** MATERIAL PROVIDED follows **

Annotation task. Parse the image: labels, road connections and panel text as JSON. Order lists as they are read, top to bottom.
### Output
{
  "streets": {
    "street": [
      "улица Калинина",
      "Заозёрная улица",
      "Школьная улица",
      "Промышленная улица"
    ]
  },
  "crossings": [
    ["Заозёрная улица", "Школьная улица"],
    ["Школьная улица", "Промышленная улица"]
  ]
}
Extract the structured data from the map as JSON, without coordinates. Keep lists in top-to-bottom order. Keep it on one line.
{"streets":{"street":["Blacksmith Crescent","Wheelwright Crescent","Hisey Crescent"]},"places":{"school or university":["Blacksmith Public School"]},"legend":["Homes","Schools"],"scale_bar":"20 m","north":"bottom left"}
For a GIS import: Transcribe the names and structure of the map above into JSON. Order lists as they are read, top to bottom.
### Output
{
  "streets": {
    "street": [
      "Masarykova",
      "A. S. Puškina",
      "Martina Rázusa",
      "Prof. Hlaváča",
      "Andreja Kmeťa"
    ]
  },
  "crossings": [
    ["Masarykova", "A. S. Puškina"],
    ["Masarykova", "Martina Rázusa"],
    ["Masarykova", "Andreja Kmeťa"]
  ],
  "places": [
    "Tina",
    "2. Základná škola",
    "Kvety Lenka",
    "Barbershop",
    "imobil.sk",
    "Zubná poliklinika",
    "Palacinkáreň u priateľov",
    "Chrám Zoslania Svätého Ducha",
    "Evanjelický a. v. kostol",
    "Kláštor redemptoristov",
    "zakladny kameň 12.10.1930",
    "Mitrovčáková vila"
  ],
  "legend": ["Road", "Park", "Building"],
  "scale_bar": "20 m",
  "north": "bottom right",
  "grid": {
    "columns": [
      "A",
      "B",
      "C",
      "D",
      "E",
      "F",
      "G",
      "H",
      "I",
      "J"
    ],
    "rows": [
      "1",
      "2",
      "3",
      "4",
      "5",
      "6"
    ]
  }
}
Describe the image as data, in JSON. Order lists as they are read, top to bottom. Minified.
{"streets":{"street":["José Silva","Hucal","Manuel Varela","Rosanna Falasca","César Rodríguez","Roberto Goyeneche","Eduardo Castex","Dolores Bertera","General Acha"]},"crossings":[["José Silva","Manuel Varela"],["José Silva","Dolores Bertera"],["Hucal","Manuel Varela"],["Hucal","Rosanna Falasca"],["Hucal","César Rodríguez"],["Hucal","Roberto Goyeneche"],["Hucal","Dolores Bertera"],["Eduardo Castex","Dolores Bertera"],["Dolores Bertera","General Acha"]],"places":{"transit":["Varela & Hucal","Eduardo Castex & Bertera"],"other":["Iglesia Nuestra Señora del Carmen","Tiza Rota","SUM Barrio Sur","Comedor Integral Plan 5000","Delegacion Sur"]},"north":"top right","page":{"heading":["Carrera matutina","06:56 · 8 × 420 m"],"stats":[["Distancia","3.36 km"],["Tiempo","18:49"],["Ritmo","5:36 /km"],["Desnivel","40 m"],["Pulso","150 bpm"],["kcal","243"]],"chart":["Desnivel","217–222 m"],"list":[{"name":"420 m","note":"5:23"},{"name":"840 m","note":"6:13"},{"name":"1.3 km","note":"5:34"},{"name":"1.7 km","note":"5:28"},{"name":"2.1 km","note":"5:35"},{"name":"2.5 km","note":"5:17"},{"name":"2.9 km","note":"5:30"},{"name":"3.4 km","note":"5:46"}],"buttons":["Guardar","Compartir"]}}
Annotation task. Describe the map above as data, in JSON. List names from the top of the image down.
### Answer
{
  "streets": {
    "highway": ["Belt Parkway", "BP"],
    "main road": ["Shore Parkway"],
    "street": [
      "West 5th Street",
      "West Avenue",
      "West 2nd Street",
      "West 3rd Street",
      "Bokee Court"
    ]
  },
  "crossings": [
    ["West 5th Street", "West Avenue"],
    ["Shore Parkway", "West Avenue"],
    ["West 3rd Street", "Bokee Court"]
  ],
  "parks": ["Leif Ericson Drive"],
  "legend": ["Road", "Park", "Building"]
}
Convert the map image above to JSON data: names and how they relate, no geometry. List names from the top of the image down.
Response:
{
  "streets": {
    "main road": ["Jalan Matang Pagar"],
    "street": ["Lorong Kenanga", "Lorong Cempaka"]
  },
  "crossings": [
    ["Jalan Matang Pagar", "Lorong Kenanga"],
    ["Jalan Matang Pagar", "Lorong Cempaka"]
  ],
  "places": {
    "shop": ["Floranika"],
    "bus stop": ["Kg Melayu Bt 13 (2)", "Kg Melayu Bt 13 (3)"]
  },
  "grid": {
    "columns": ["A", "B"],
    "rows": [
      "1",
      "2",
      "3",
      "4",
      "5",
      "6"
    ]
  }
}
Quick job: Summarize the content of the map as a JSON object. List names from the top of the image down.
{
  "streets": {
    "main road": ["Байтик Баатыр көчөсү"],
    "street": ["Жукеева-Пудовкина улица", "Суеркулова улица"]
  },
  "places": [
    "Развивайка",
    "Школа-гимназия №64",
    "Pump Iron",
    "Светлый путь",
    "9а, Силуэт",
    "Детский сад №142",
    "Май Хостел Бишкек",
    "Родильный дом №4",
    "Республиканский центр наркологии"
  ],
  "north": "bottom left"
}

** End of MATERIAL PROVIDED **

-- EXERCISE OBJECTIVE --
Give back exactly the lines from the beginning of the records through the line containing "For a GIS import: Transcribe", and only those.

-- RESULT --
Annotation task. Parse the image: labels, road connections and panel text as JSON. Order lists as they are read, top to bottom.
### Output
{
  "streets": {
    "street": [
      "улица Калинина",
      "Заозёрная улица",
      "Школьная улица",
      "Промышленная улица"
    ]
  },
  "crossings": [
    ["Заозёрная улица", "Школьная улица"],
    ["Школьная улица", "Промышленная улица"]
  ]
}
Extract the structured data from the map as JSON, without coordinates. Keep lists in top-to-bottom order. Keep it on one line.
{"streets":{"street":["Blacksmith Crescent","Wheelwright Crescent","Hisey Crescent"]},"places":{"school or university":["Blacksmith Public School"]},"legend":["Homes","Schools"],"scale_bar":"20 m","north":"bottom left"}
For a GIS import: Transcribe the names and structure of the map above into JSON. Order lists as they are read, top to bottom.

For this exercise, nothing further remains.